WORK INSTRUCTION: Omit the pictures, but give back every entry below exactly as written.
════
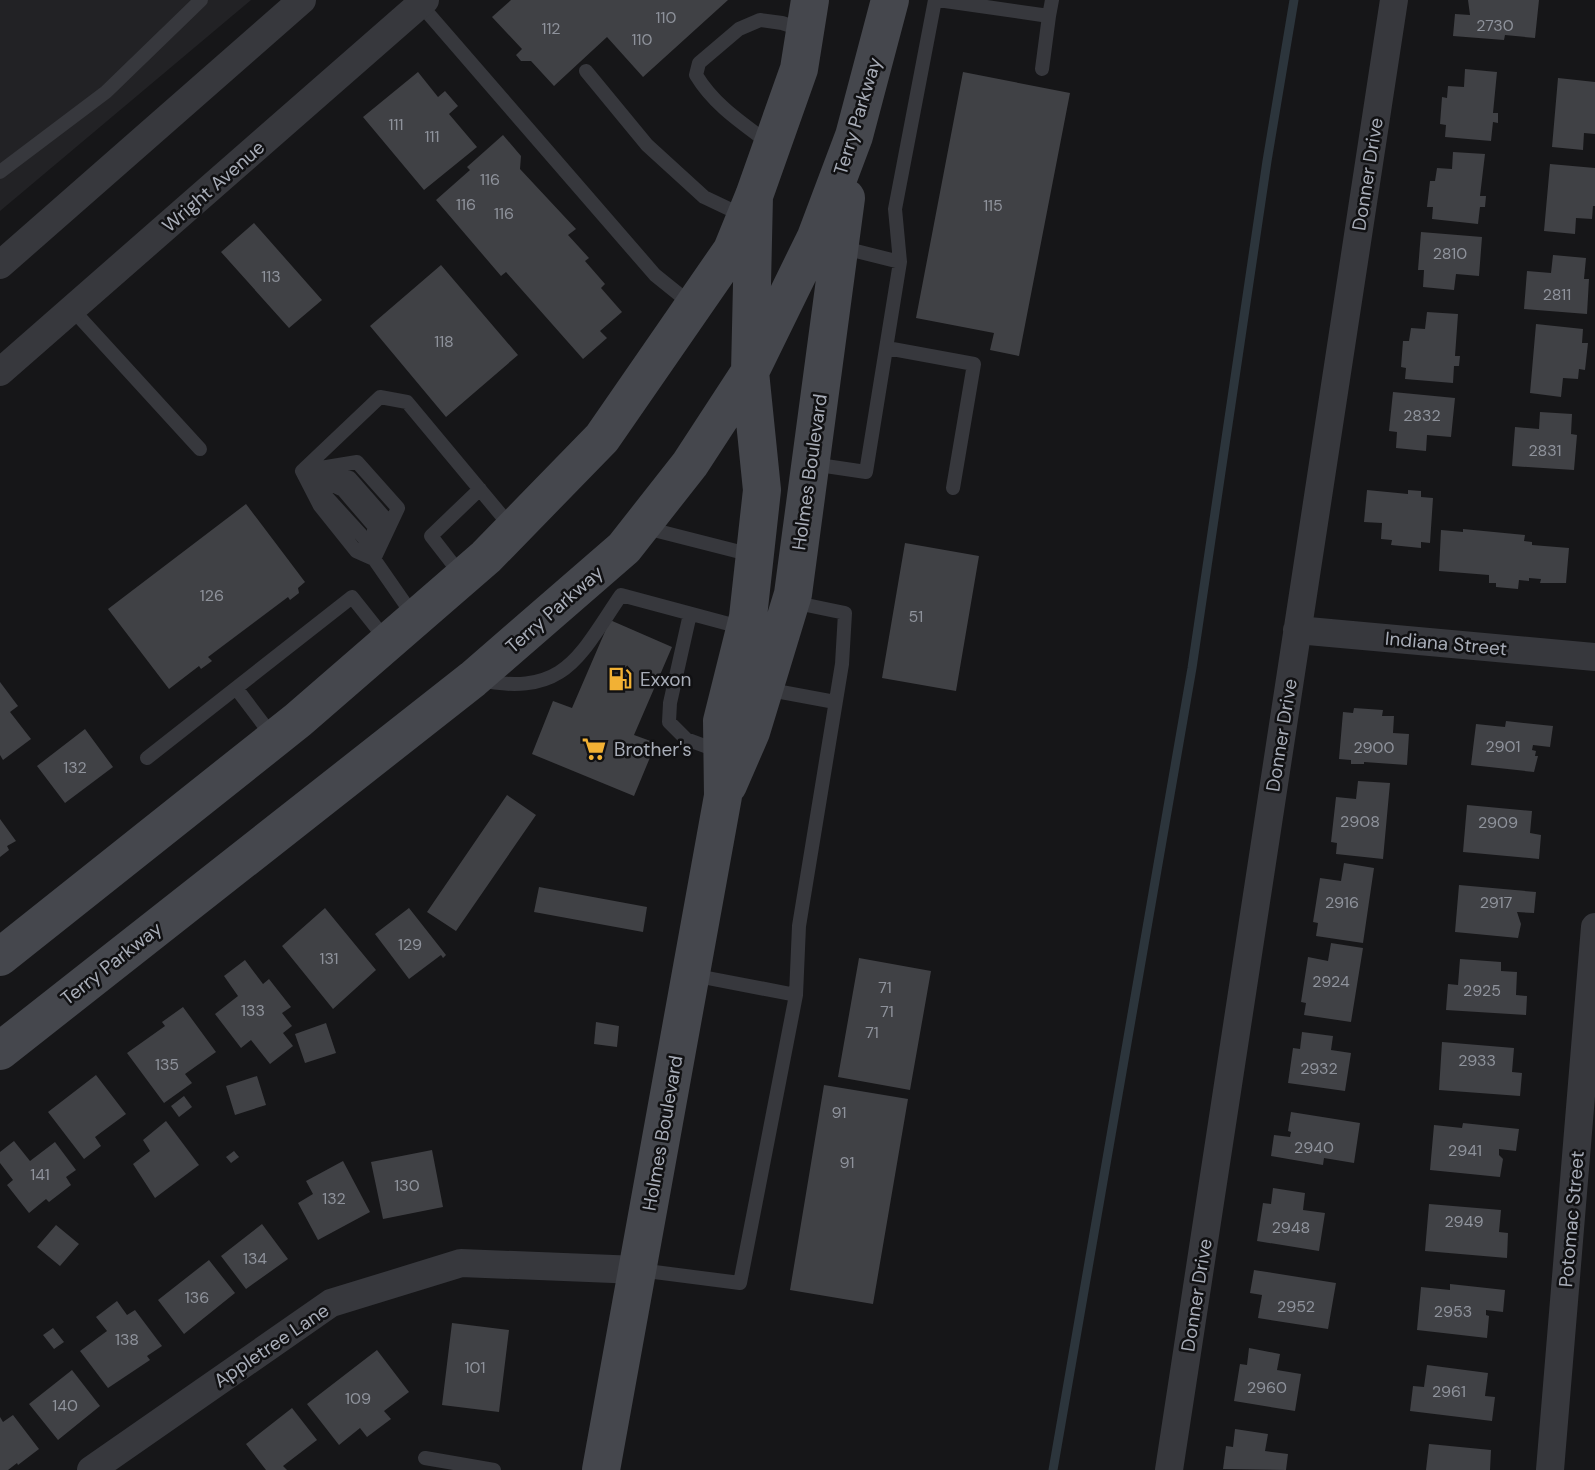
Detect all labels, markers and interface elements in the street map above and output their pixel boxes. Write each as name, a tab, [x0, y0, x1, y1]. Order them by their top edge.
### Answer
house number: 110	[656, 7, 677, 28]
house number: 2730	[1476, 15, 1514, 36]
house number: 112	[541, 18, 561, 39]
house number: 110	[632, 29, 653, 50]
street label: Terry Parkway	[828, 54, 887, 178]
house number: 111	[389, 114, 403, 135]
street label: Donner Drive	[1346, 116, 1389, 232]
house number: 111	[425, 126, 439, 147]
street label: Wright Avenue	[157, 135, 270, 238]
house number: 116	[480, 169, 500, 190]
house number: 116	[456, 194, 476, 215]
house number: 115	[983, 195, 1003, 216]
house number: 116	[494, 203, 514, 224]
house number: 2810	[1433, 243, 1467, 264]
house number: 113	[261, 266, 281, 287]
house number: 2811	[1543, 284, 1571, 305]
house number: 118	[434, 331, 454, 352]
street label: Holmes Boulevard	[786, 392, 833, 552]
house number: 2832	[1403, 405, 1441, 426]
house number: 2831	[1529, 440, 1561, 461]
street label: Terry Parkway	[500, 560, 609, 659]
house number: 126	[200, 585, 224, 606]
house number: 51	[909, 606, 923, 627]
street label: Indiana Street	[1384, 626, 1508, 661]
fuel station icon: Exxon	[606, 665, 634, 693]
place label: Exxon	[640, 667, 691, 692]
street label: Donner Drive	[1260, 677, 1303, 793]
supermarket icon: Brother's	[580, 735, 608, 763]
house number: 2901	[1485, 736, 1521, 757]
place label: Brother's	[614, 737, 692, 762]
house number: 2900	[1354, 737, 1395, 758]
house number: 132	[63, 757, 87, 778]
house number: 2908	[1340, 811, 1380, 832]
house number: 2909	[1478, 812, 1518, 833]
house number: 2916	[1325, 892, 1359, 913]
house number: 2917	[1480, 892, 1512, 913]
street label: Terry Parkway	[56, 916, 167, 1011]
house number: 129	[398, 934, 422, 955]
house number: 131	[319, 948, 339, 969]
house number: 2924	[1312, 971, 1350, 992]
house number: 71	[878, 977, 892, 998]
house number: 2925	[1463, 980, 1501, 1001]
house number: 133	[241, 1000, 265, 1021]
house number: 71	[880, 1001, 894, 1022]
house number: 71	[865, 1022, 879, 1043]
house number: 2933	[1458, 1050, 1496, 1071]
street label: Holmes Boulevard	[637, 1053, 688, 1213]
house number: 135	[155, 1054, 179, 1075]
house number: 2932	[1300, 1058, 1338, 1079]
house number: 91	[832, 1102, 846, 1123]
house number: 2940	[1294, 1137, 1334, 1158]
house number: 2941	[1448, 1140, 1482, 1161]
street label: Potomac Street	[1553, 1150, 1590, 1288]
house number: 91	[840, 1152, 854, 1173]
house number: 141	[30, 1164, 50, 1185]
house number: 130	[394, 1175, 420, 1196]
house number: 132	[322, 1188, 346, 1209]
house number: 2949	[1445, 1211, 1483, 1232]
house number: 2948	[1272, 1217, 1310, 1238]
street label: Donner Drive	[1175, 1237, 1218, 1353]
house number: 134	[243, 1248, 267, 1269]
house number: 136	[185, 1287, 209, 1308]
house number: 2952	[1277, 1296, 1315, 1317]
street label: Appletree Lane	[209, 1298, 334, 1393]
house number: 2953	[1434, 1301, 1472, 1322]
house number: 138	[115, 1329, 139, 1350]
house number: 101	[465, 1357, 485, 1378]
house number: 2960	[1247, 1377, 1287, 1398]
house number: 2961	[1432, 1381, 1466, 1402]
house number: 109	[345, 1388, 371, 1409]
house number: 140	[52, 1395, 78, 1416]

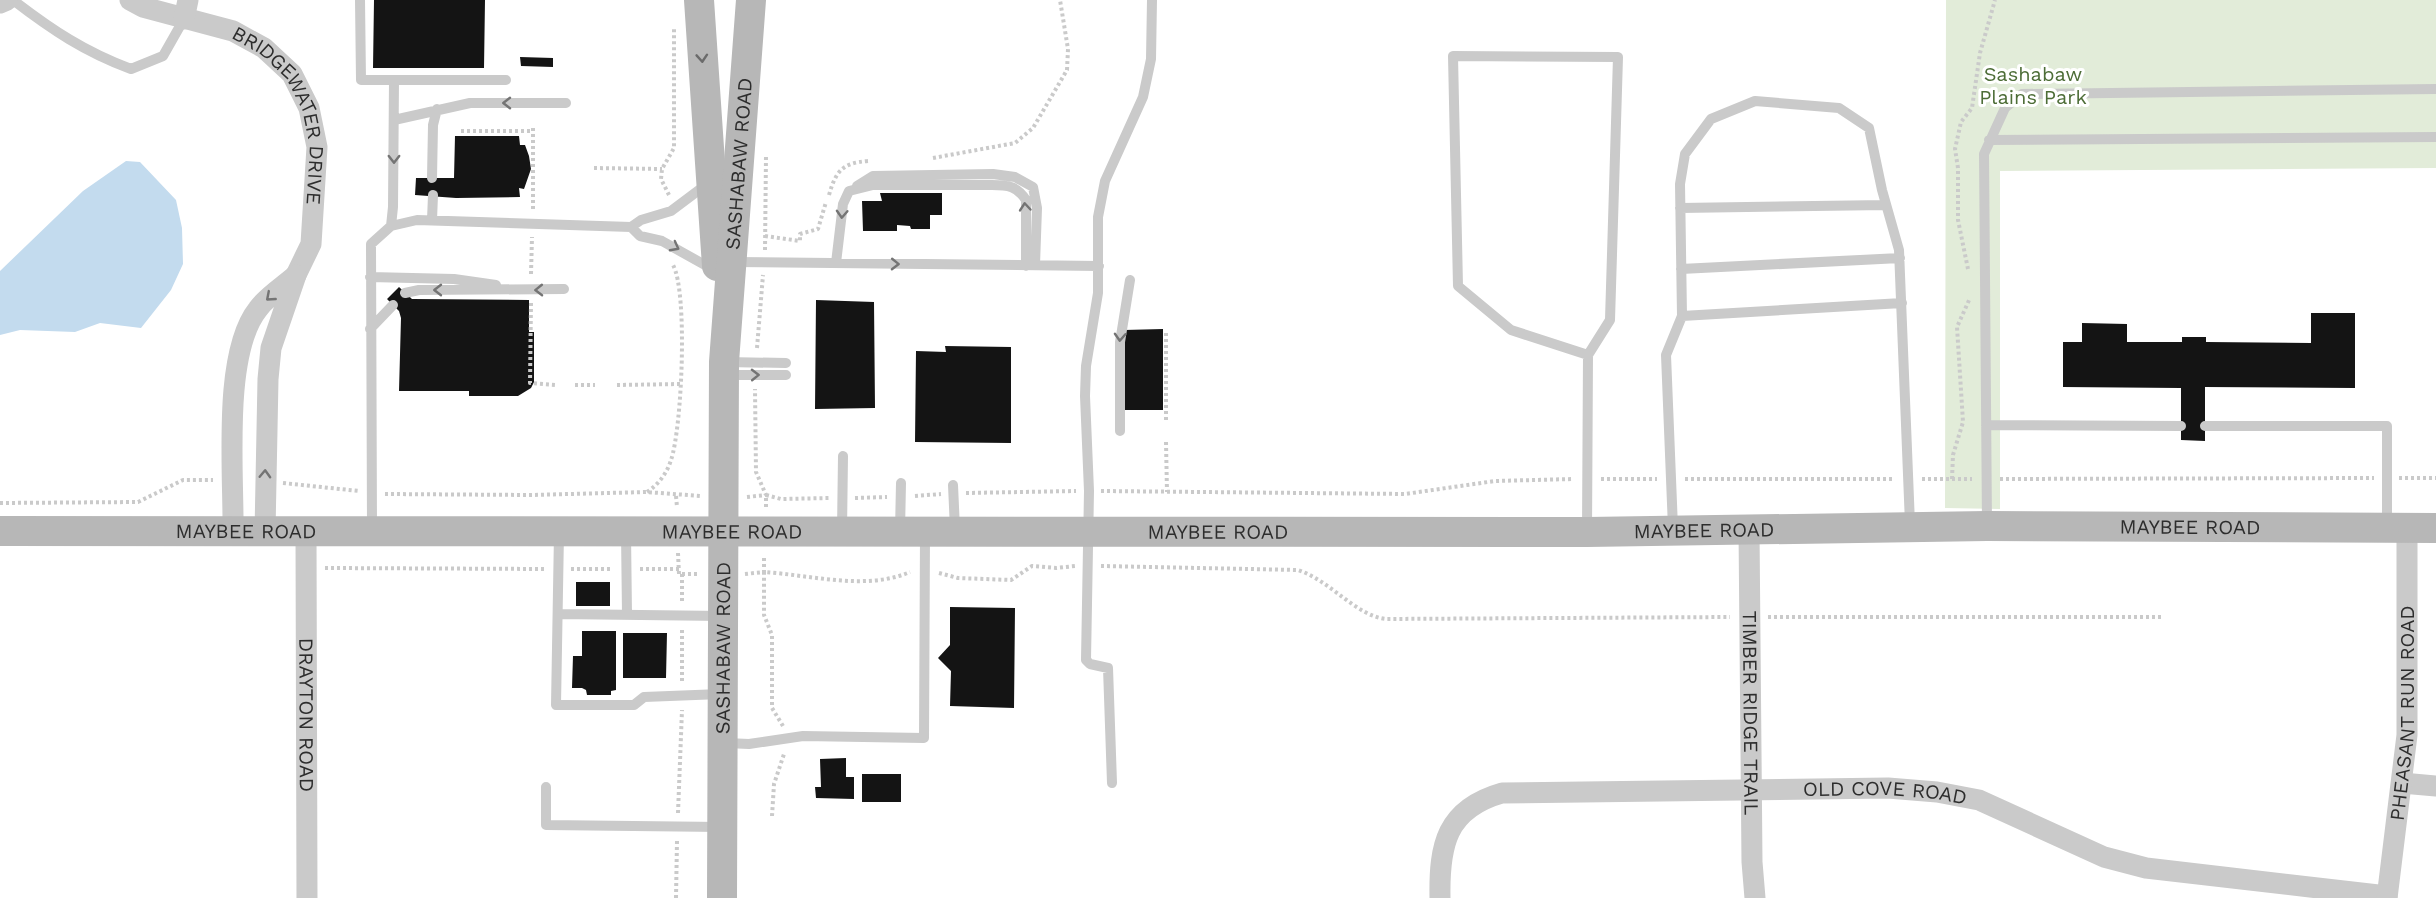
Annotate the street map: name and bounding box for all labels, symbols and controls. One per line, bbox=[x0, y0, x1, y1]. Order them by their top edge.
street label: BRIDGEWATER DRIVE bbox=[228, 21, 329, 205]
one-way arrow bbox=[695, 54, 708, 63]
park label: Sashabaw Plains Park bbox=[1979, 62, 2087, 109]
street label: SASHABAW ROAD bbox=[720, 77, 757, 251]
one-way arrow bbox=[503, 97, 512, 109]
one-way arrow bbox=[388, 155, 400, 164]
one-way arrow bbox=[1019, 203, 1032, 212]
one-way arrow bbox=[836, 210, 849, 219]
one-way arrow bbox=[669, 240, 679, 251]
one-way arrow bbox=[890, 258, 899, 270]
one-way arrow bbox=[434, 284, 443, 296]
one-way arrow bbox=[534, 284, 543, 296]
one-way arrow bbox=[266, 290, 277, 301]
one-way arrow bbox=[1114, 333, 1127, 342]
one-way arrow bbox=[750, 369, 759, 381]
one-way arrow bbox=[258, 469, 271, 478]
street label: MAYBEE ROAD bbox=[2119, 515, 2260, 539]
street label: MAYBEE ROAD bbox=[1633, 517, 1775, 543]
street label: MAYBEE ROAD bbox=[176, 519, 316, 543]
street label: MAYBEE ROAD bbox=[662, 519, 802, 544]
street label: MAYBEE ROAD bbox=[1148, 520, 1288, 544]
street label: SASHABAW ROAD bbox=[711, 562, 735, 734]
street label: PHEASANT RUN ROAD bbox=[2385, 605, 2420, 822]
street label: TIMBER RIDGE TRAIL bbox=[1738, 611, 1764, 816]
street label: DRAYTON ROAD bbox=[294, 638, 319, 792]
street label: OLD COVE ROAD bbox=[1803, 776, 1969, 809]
════
RESULT BELOW:
Detect all labels, markers and interface elements in the street map above and output their pixel boxes. Write each as name, a tab, [x0, y0, x1, y1]. Order them by their top edge.
### Answer
house number: 110	[656, 7, 677, 28]
house number: 2730	[1476, 15, 1514, 36]
house number: 112	[541, 18, 561, 39]
house number: 110	[632, 29, 653, 50]
street label: Terry Parkway	[828, 54, 887, 178]
house number: 111	[389, 114, 403, 135]
street label: Donner Drive	[1346, 116, 1389, 232]
house number: 111	[425, 126, 439, 147]
street label: Wright Avenue	[157, 135, 270, 238]
house number: 116	[480, 169, 500, 190]
house number: 116	[456, 194, 476, 215]
house number: 115	[983, 195, 1003, 216]
house number: 116	[494, 203, 514, 224]
house number: 2810	[1433, 243, 1467, 264]
house number: 113	[261, 266, 281, 287]
house number: 2811	[1543, 284, 1571, 305]
house number: 118	[434, 331, 454, 352]
street label: Holmes Boulevard	[786, 392, 833, 552]
house number: 2832	[1403, 405, 1441, 426]
house number: 2831	[1529, 440, 1561, 461]
street label: Terry Parkway	[500, 560, 609, 659]
house number: 126	[200, 585, 224, 606]
house number: 51	[909, 606, 923, 627]
street label: Indiana Street	[1384, 626, 1508, 661]
fuel station icon: Exxon	[606, 665, 634, 693]
place label: Exxon	[640, 667, 691, 692]
street label: Donner Drive	[1260, 677, 1303, 793]
supermarket icon: Brother's	[580, 735, 608, 763]
house number: 2901	[1485, 736, 1521, 757]
place label: Brother's	[614, 737, 692, 762]
house number: 2900	[1354, 737, 1395, 758]
house number: 132	[63, 757, 87, 778]
house number: 2908	[1340, 811, 1380, 832]
house number: 2909	[1478, 812, 1518, 833]
house number: 2916	[1325, 892, 1359, 913]
house number: 2917	[1480, 892, 1512, 913]
street label: Terry Parkway	[56, 916, 167, 1011]
house number: 129	[398, 934, 422, 955]
house number: 131	[319, 948, 339, 969]
house number: 2924	[1312, 971, 1350, 992]
house number: 71	[878, 977, 892, 998]
house number: 2925	[1463, 980, 1501, 1001]
house number: 133	[241, 1000, 265, 1021]
house number: 71	[880, 1001, 894, 1022]
house number: 71	[865, 1022, 879, 1043]
house number: 2933	[1458, 1050, 1496, 1071]
street label: Holmes Boulevard	[637, 1053, 688, 1213]
house number: 135	[155, 1054, 179, 1075]
house number: 2932	[1300, 1058, 1338, 1079]
house number: 91	[832, 1102, 846, 1123]
house number: 2940	[1294, 1137, 1334, 1158]
house number: 2941	[1448, 1140, 1482, 1161]
street label: Potomac Street	[1553, 1150, 1590, 1288]
house number: 91	[840, 1152, 854, 1173]
house number: 141	[30, 1164, 50, 1185]
house number: 130	[394, 1175, 420, 1196]
house number: 132	[322, 1188, 346, 1209]
house number: 2949	[1445, 1211, 1483, 1232]
house number: 2948	[1272, 1217, 1310, 1238]
street label: Donner Drive	[1175, 1237, 1218, 1353]
house number: 134	[243, 1248, 267, 1269]
house number: 136	[185, 1287, 209, 1308]
house number: 2952	[1277, 1296, 1315, 1317]
street label: Appletree Lane	[209, 1298, 334, 1393]
house number: 2953	[1434, 1301, 1472, 1322]
house number: 138	[115, 1329, 139, 1350]
house number: 101	[465, 1357, 485, 1378]
house number: 2960	[1247, 1377, 1287, 1398]
house number: 2961	[1432, 1381, 1466, 1402]
house number: 109	[345, 1388, 371, 1409]
house number: 140	[52, 1395, 78, 1416]

Annotate the street map: name and bounding box for all labels, symbols and controls. One per line, bbox=[x0, y0, x1, y1]. Order them by their top edge.
street label: BRIDGEWATER DRIVE bbox=[228, 21, 329, 205]
one-way arrow bbox=[695, 54, 708, 63]
park label: Sashabaw Plains Park bbox=[1979, 62, 2087, 109]
street label: SASHABAW ROAD bbox=[720, 77, 757, 251]
one-way arrow bbox=[503, 97, 512, 109]
one-way arrow bbox=[388, 155, 400, 164]
one-way arrow bbox=[1019, 203, 1032, 212]
one-way arrow bbox=[836, 210, 849, 219]
one-way arrow bbox=[669, 240, 679, 251]
one-way arrow bbox=[890, 258, 899, 270]
one-way arrow bbox=[434, 284, 443, 296]
one-way arrow bbox=[534, 284, 543, 296]
one-way arrow bbox=[266, 290, 277, 301]
one-way arrow bbox=[1114, 333, 1127, 342]
one-way arrow bbox=[750, 369, 759, 381]
one-way arrow bbox=[258, 469, 271, 478]
street label: MAYBEE ROAD bbox=[2119, 515, 2260, 539]
street label: MAYBEE ROAD bbox=[1633, 517, 1775, 543]
street label: MAYBEE ROAD bbox=[176, 519, 316, 543]
street label: MAYBEE ROAD bbox=[662, 519, 802, 544]
street label: MAYBEE ROAD bbox=[1148, 520, 1288, 544]
street label: SASHABAW ROAD bbox=[711, 562, 735, 734]
street label: PHEASANT RUN ROAD bbox=[2385, 605, 2420, 822]
street label: TIMBER RIDGE TRAIL bbox=[1738, 611, 1764, 816]
street label: DRAYTON ROAD bbox=[294, 638, 319, 792]
street label: OLD COVE ROAD bbox=[1803, 776, 1969, 809]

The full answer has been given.